Even though I was eminently fascinated with the subject of Citizen Jane, my mind periodically checked out while watching because it felt more like a textbook than a personal work of art. In the same way that the strongest lectures are given by professors who inject their personalities into their “performances” of the material, documentaries rooted in palpable perspectives should affect audiences on a deeper level because stories of individuals customarily elicit the most powerful emotions, which tend to impact people greater than stoic education, thus the reason most know more about historical figures from biopics than what they learned in school (despite the widely reported inaccuracies common in the former). The tangible presence of an artist presiding over the proceedings does not inherently entail a lack of widely-desired objectivity; while acknowledging that total objectivity is impossible for edited projects because any choices will reflect the beliefs of the creators (which applies to news stations as well), filmmakers can still quite easily include multiple oppositional perspectives to their own to combat this skewed perception.
More than merely relaying a story, the best documentarians converse with their subjects by substantively yet subtly engaging with and commenting on them through thoughtful construction. Take Risk, Laura Poitras’ recently-released exposé on Julian Assange; instead of just chronicling his life, she instead compiles and presents footage that paints an endlessly interpretable portrait of his person, character, state of mind, and even his consciousness. Most of the best documentaries of the year — Risk, Rat Film, Trophy, All This Panic, and Spettacolo — all feature deliberately-distinct storytelling methods to deepen and enrich their chosen subjects.

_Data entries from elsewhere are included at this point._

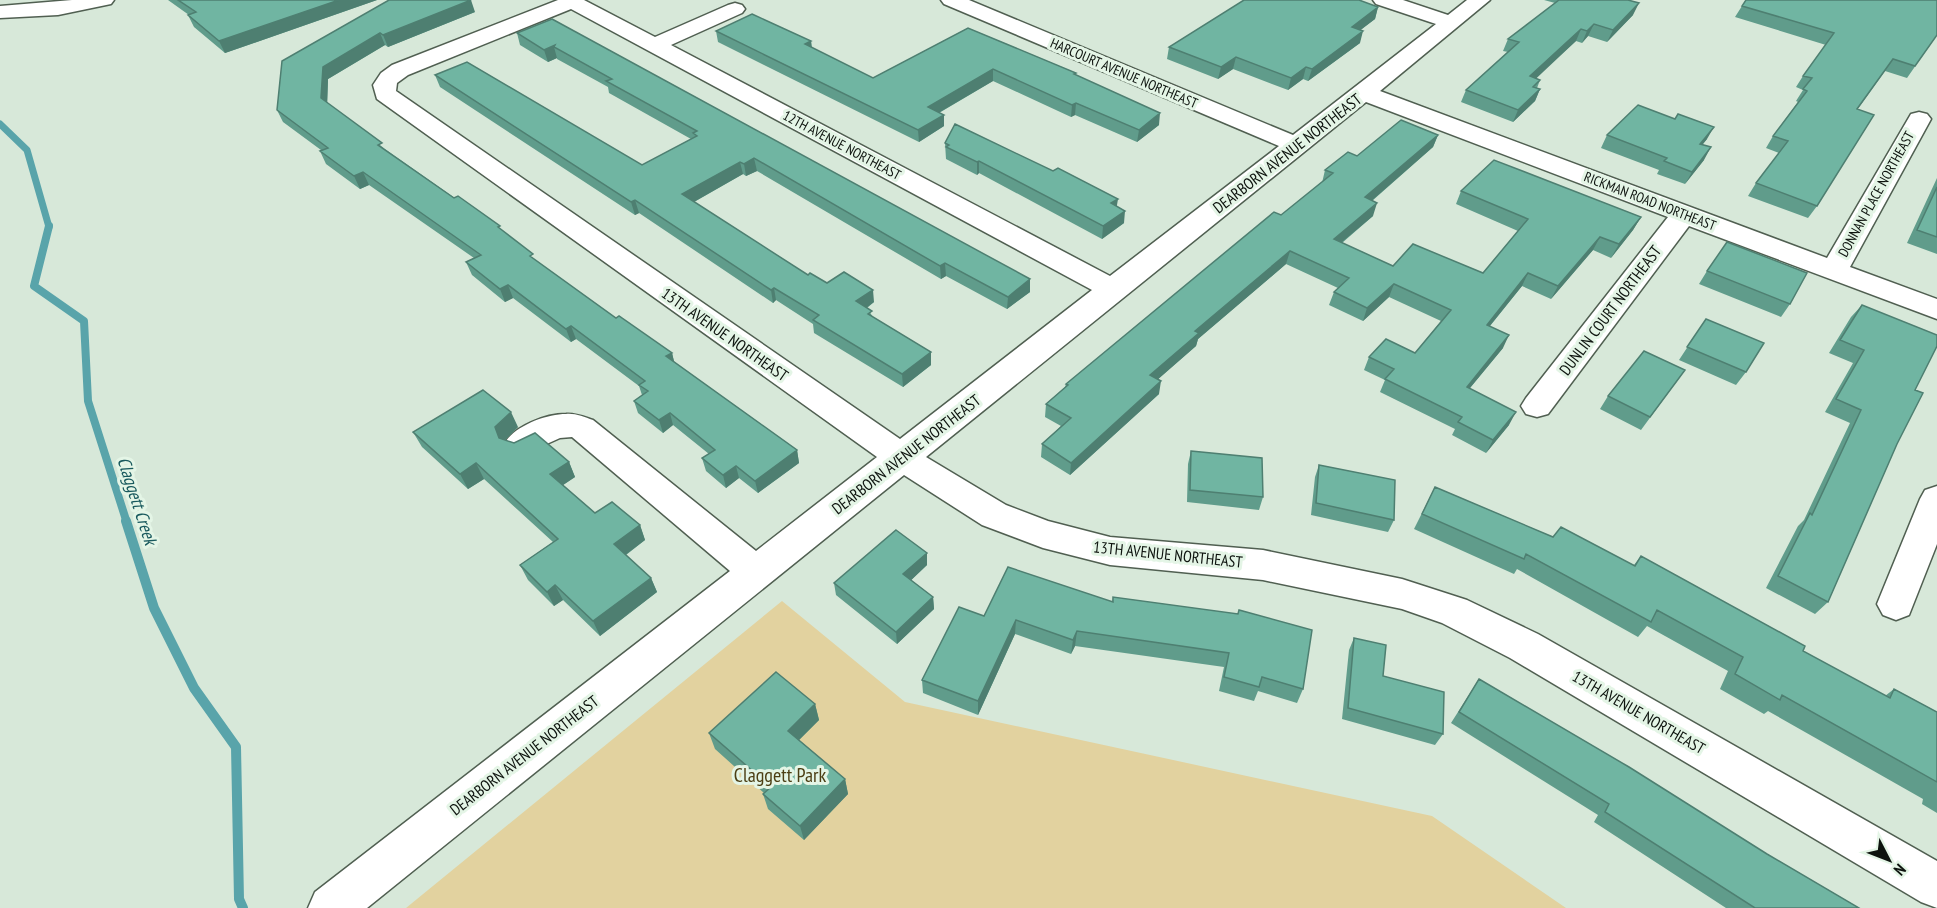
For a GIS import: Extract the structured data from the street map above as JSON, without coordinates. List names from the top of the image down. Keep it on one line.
{"streets":{"street":["HARCOURT AVENUE NORTHEAST","12TH AVENUE NORTHEAST","DEARBORN AVENUE NORTHEAST","DONNAN PLACE NORTHEAST","RICKMAN ROAD NORTHEAST","DUNLIN COURT NORTHEAST","13TH AVENUE NORTHEAST"]},"crossings":[["HARCOURT AVENUE NORTHEAST","DEARBORN AVENUE NORTHEAST"],["12TH AVENUE NORTHEAST","DEARBORN AVENUE NORTHEAST"],["12TH AVENUE NORTHEAST","13TH AVENUE NORTHEAST"],["DEARBORN AVENUE NORTHEAST","RICKMAN ROAD NORTHEAST"],["DEARBORN AVENUE NORTHEAST","13TH AVENUE NORTHEAST"],["DONNAN PLACE NORTHEAST","RICKMAN ROAD NORTHEAST"],["RICKMAN ROAD NORTHEAST","DUNLIN COURT NORTHEAST"]],"water":["Claggett Creek"],"parks":["Claggett Park"],"north":"bottom right"}
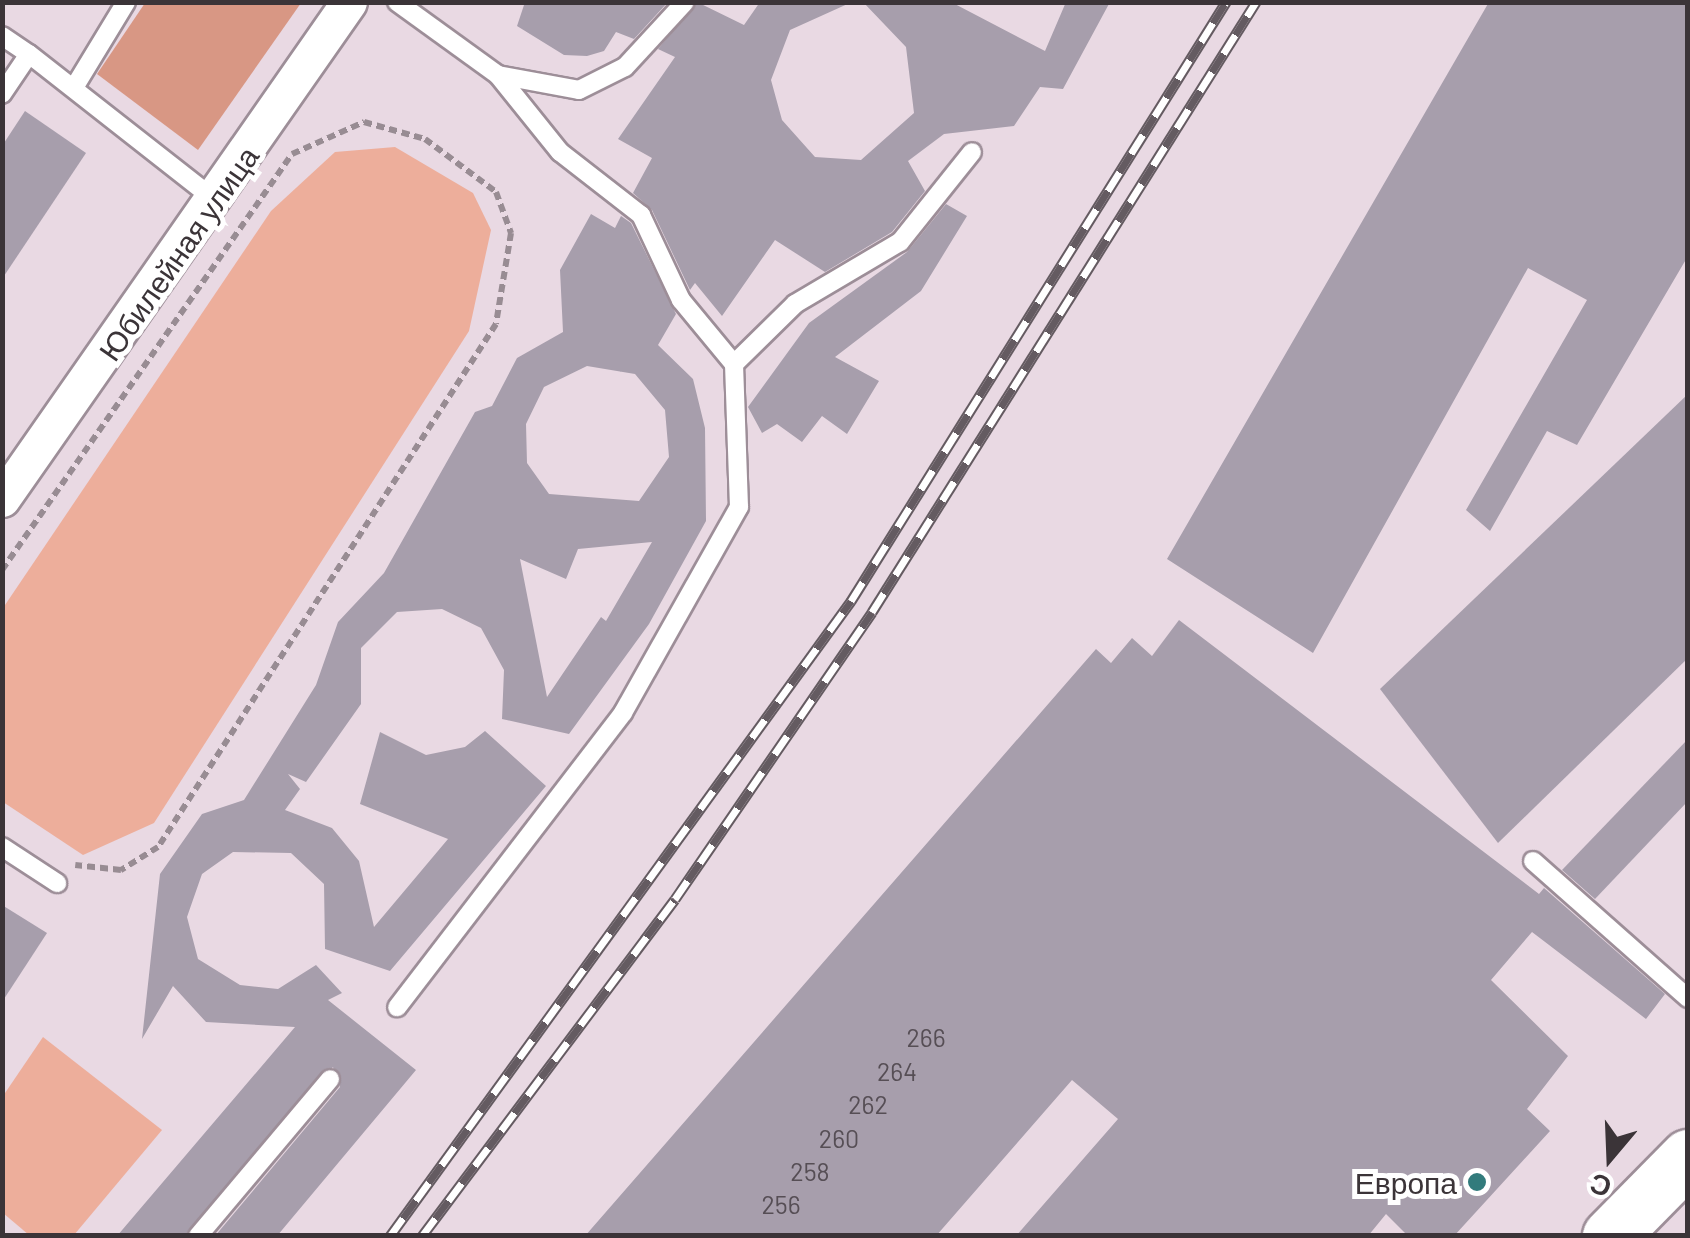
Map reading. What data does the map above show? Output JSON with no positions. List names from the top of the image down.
{
  "streets": {
    "street": ["Юбилейная улица"]
  },
  "places": ["Европа"],
  "house_numbers": [
    "266",
    "264",
    "262",
    "260",
    "258",
    "256"
  ],
  "north": "bottom"
}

In an odd way, the more pervasive Textbook Documentaries remind me of the other most monotonous genre nowadays: superhero movies, particularly those produced by Marvel Studios, who have crafted a consistent model that appeases the masses. They mostly hit similar beats every time, guided by plot and narrative instead of being concerned with developing and exploring nuanced themes and ideas; their “subjects” may change, but the structures remain the same, becoming increasingly more boring and even interchangeably forgettable in their excessive familiarity; and they almost never bear the personal mark of an auteur.
Whereas nobody is really experimenting with the superhero template (if you try to refute this claim by throwing the likes of Logan and Deadpool at me, I’ll throw this and this right back), there are luckily other marvelous documentaries in movie theaters that provide a different way forward for these Marvel-ish ones.